In an interview with HCPLive®, Carla Marienfeld, MD, UC San Diego, explained the options for patients with substance abuse, including motivational interviewing and an adaptation of cognitive behavioral therapy.

Marienfeld recently presented a discussion on behavioral and non-opioid therapies for addiction treatment at the "Evolving Approaches in Pain Management" conference in San Diego on August 14.

HCPLive®: Could you give a brief summary of your presentation and any key highlights you think would be important to mention?

Marienfeld: We have a lot of really excellent medications for treating substance use disorders, particularly opioid use disorders, that have wonderful evidence for being helpful.

In addition to providing medications, many patients do benefit from having therapies, whether it's individual or group therapy that helps them also with their goals around substances and to achieve recovery.

The presentation covers some of the main most common evidence-based therapies and approaches that we have towards treating substance use disorders, with a particular focus on motivational interviewing, which is a style or way of facilitating a conversation in order to increase the person's own intrinsic values and desires and likelihood to change.

HCPLive®: Could you talk a little bit more about the specifics of the behavioral therapies and how they work in favor of the patients?

Marienfeld: We take a look at what the patient is presenting with, how effective medications have been in helping with recovery, if they have any co-occurrence, other psychiatric problems related to trauma. We use that to inform what we might offer in a therapy session.

The basic thing that we talk about is called motivational interviewing, which is a general approach to talking to a person that tries to limit their defensiveness, helps to elicit from them what they think is important based on their own values, and what might be most helpful for change.

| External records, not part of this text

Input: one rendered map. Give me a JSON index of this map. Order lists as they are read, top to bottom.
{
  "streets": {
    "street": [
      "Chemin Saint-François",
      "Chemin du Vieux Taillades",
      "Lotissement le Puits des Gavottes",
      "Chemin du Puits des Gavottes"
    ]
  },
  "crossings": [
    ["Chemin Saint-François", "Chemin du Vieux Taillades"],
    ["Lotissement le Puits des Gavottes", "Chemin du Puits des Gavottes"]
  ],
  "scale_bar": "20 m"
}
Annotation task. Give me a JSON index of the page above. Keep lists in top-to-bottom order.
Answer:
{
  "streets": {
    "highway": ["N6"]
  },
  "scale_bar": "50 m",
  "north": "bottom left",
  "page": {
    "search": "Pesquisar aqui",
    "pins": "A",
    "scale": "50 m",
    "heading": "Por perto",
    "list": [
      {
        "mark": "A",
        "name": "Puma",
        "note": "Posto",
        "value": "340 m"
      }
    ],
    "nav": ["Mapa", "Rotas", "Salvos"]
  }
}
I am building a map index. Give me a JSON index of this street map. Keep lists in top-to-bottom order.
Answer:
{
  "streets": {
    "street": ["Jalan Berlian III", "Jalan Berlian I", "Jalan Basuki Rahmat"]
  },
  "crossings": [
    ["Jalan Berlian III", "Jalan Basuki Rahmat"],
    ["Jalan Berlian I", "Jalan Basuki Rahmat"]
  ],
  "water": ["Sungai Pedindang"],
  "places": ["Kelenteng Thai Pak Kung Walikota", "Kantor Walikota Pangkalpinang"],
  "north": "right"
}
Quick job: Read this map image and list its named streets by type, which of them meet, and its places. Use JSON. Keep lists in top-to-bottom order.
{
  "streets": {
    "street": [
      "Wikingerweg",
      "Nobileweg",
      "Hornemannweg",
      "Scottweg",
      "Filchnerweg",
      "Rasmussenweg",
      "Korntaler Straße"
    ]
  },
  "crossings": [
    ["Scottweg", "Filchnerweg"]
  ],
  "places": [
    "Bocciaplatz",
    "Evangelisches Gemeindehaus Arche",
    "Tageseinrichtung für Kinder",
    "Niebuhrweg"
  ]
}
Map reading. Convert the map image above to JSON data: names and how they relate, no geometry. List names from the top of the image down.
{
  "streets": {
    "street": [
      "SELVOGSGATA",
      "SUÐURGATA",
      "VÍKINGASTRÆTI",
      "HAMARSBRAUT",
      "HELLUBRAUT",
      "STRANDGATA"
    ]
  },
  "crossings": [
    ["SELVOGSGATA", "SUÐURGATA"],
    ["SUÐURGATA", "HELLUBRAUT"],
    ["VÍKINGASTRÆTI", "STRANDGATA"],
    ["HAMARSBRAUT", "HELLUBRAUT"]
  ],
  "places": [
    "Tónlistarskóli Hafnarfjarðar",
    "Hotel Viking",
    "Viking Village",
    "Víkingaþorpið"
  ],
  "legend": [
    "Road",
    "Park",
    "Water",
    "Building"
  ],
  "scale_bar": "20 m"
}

The most common therapy that we use in most addiction treatment programs that use evidence based medicine is based on an adaptation of cognitive behavioral therapy. Cognitive behavioral therapy was originally started for depression and has been adapted for substance use to focus on triggers and identifying coping skills that we can use to manage our cravings, identifying triggers cravings.

In cognitive behavioral therapy, we really focus on recognizing things like triggers cues that are both external in our environment, as well as internal coming from our own issues going on at that time. We try to anticipate high risk situations and avoid those or have a plan for managing them.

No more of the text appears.